─── Dataset records ───
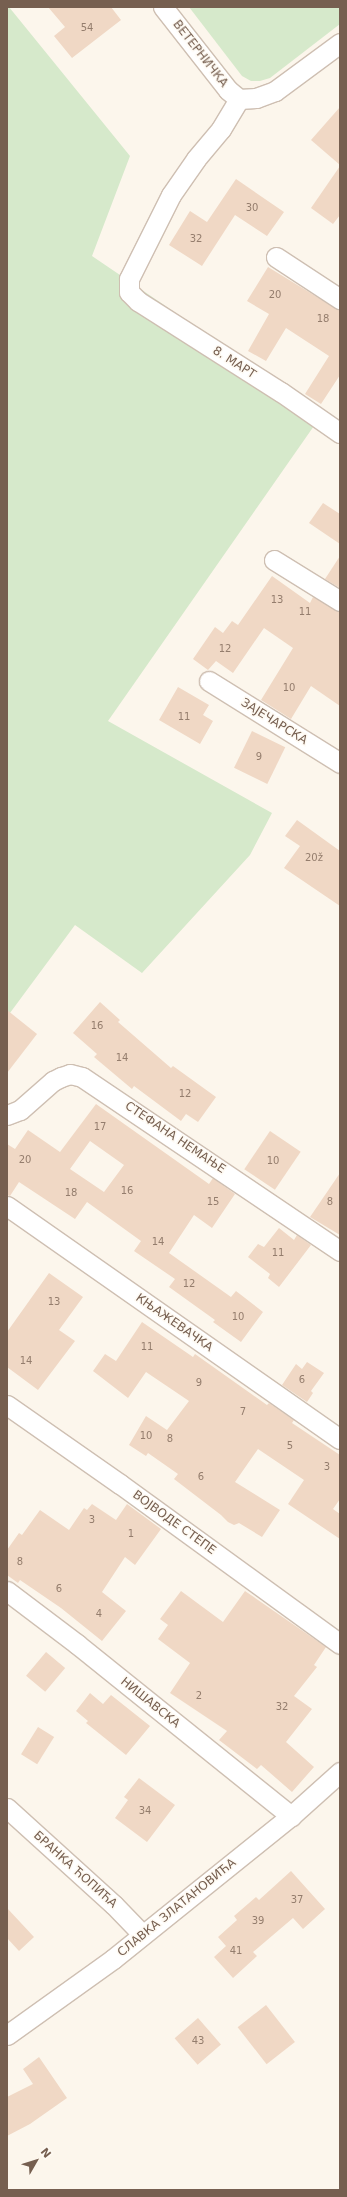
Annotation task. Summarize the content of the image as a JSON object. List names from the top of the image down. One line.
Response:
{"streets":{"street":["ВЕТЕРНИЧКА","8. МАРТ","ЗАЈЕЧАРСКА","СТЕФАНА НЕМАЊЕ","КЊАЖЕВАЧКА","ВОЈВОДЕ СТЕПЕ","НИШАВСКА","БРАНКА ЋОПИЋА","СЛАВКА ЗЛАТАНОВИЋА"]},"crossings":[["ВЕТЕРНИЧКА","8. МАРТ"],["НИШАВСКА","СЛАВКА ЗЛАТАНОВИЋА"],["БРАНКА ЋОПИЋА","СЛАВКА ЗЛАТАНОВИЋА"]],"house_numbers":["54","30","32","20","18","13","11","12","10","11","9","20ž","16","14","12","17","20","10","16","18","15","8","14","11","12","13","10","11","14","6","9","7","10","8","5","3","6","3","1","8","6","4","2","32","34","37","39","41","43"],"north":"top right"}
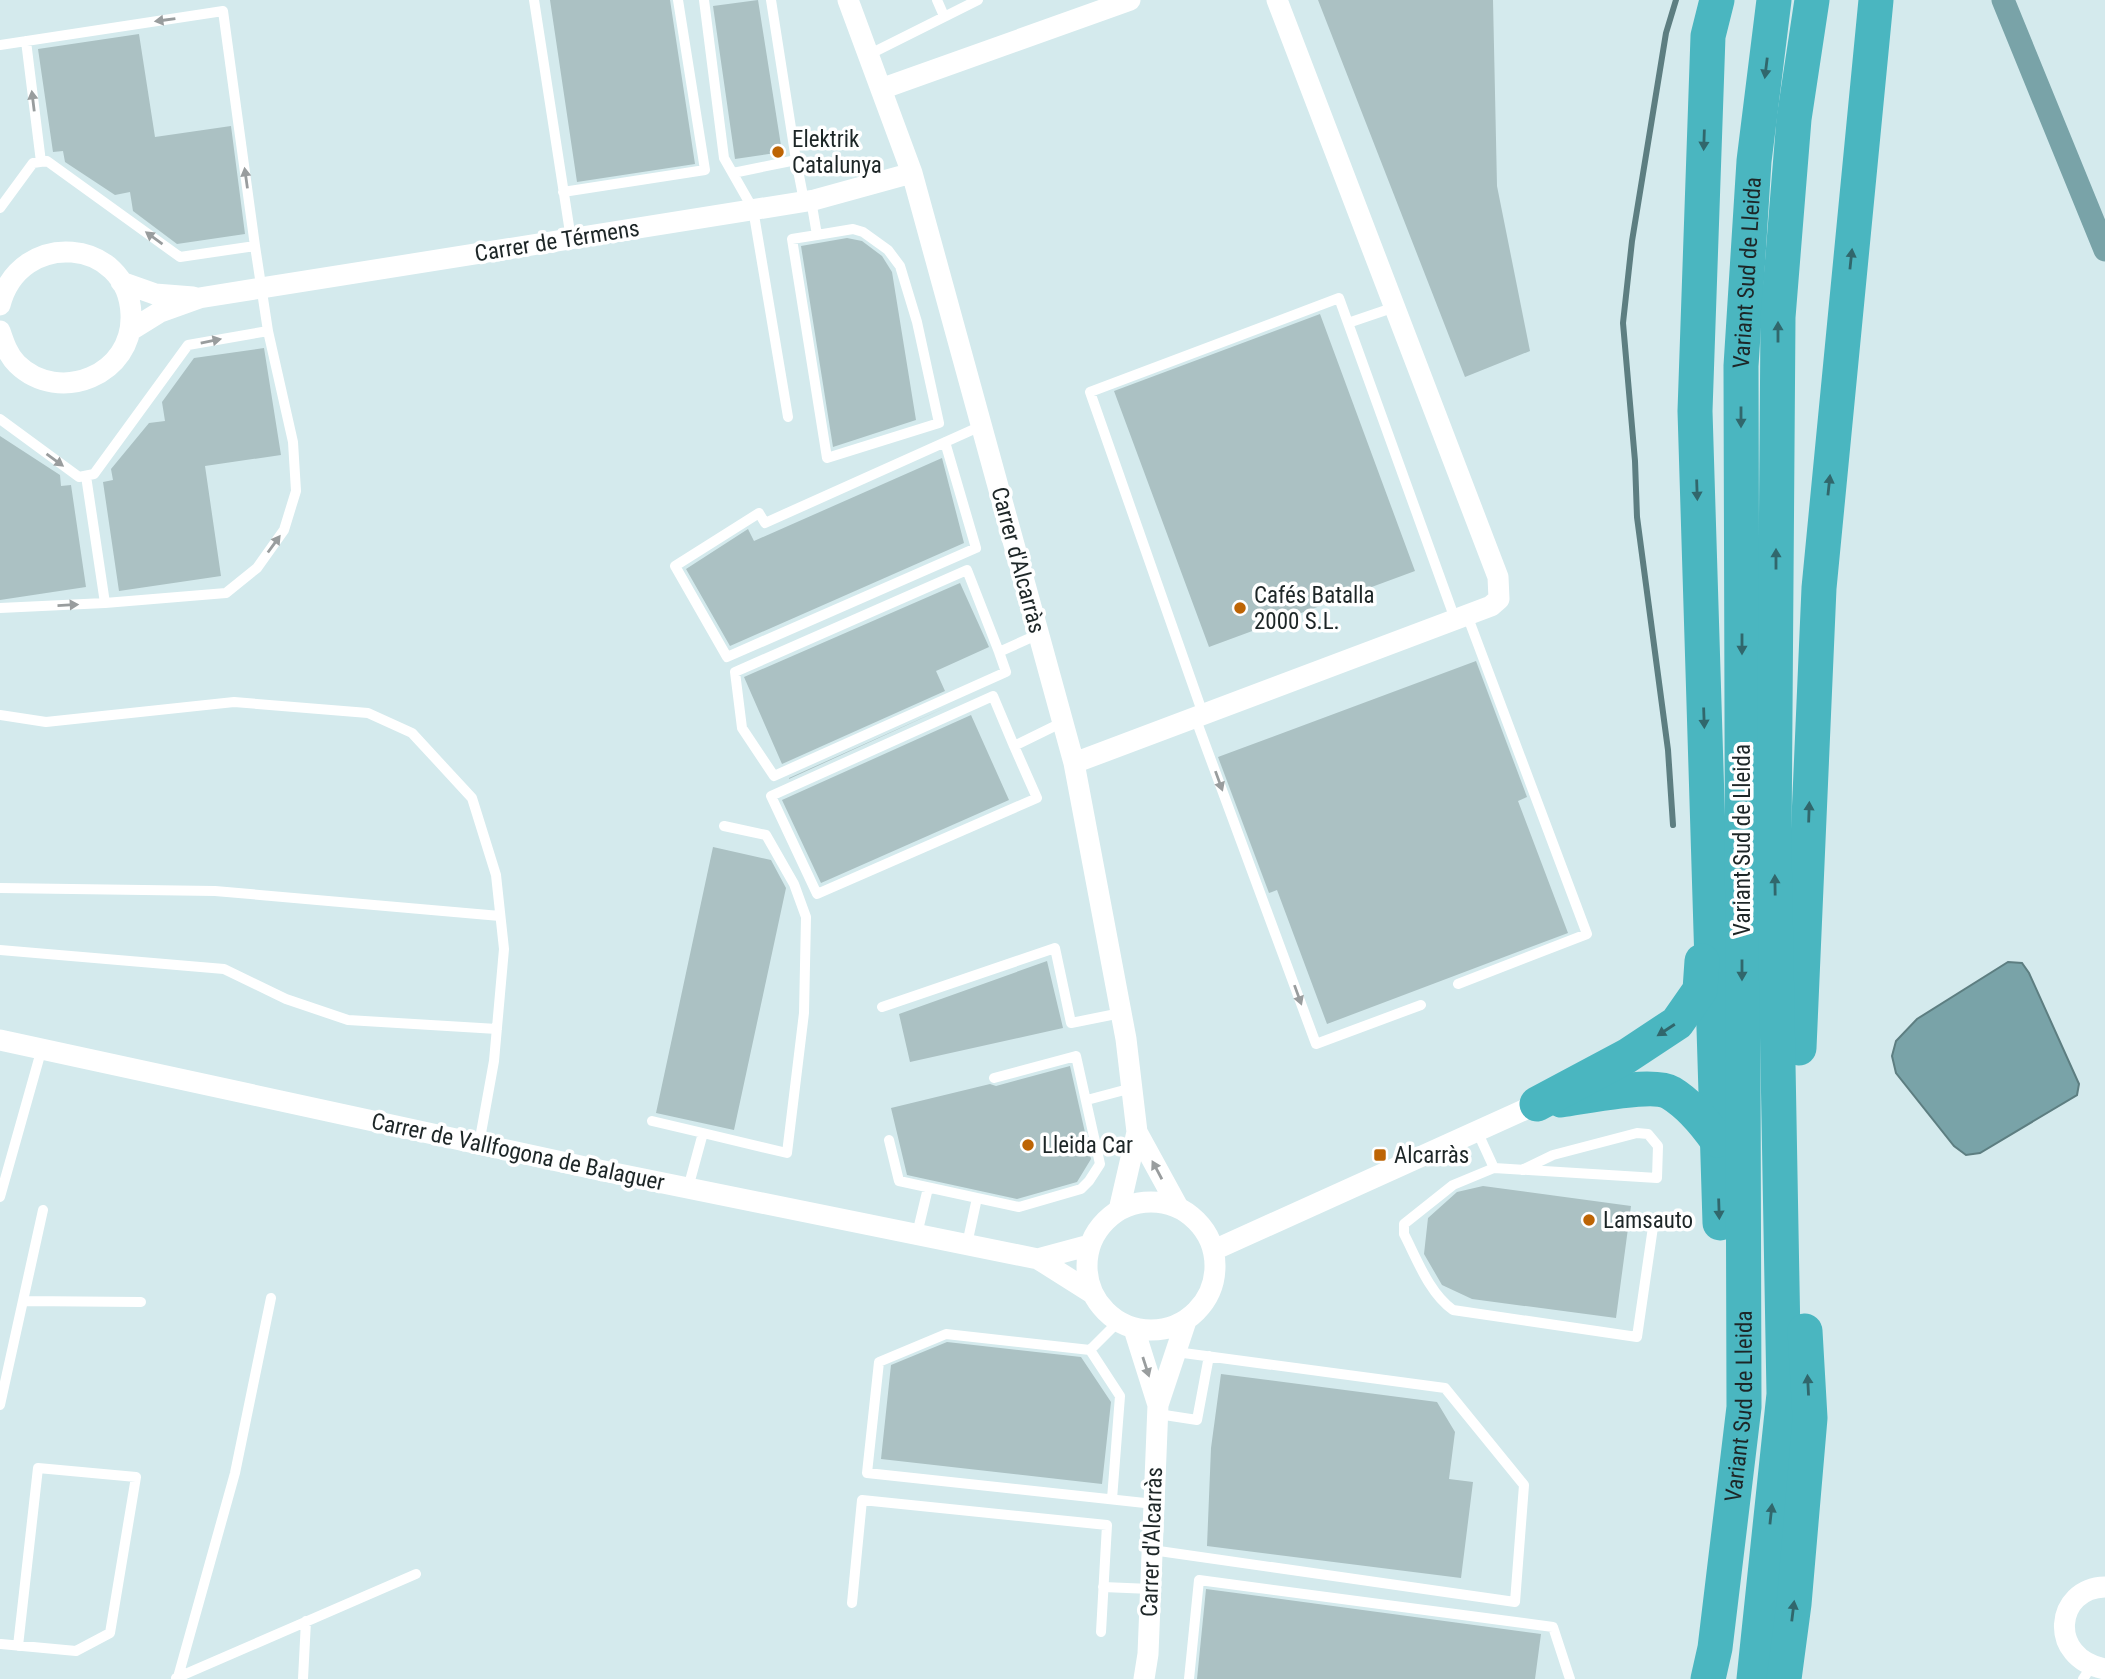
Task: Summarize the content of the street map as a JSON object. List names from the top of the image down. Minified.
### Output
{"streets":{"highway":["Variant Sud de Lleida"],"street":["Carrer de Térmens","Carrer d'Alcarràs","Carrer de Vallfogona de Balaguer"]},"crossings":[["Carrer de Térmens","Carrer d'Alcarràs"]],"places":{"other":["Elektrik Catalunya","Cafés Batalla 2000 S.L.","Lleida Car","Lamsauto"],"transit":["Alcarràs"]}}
───
[The problem] Once you find the string "content" in a line of the records, copy that line.

[Answer space]
Annotation task. Summarize the content of the image as a JSON object. List names from the top of the image down. One line.
Task: Summarize the content of the street map as a JSON object. List names from the top of the image down. Minified.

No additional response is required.